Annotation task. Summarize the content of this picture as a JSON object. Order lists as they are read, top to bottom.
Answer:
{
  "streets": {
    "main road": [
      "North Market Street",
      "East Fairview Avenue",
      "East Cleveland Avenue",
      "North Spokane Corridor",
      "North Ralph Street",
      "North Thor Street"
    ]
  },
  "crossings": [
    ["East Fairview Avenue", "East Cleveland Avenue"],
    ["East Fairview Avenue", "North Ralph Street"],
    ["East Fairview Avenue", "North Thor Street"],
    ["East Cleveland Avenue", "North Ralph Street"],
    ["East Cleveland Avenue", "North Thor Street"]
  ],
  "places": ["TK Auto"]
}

* Your goal: Copy out the material above in its entirety, exactly.

* Your response:
Annotation task. Summarize the content of this picture as a JSON object. Order lists as they are read, top to bottom.
Answer:
{
  "streets": {
    "main road": [
      "North Market Street",
      "East Fairview Avenue",
      "East Cleveland Avenue",
      "North Spokane Corridor",
      "North Ralph Street",
      "North Thor Street"
    ]
  },
  "crossings": [
    ["East Fairview Avenue", "East Cleveland Avenue"],
    ["East Fairview Avenue", "North Ralph Street"],
    ["East Fairview Avenue", "North Thor Street"],
    ["East Cleveland Avenue", "North Ralph Street"],
    ["East Cleveland Avenue", "North Thor Street"]
  ],
  "places": ["TK Auto"]
}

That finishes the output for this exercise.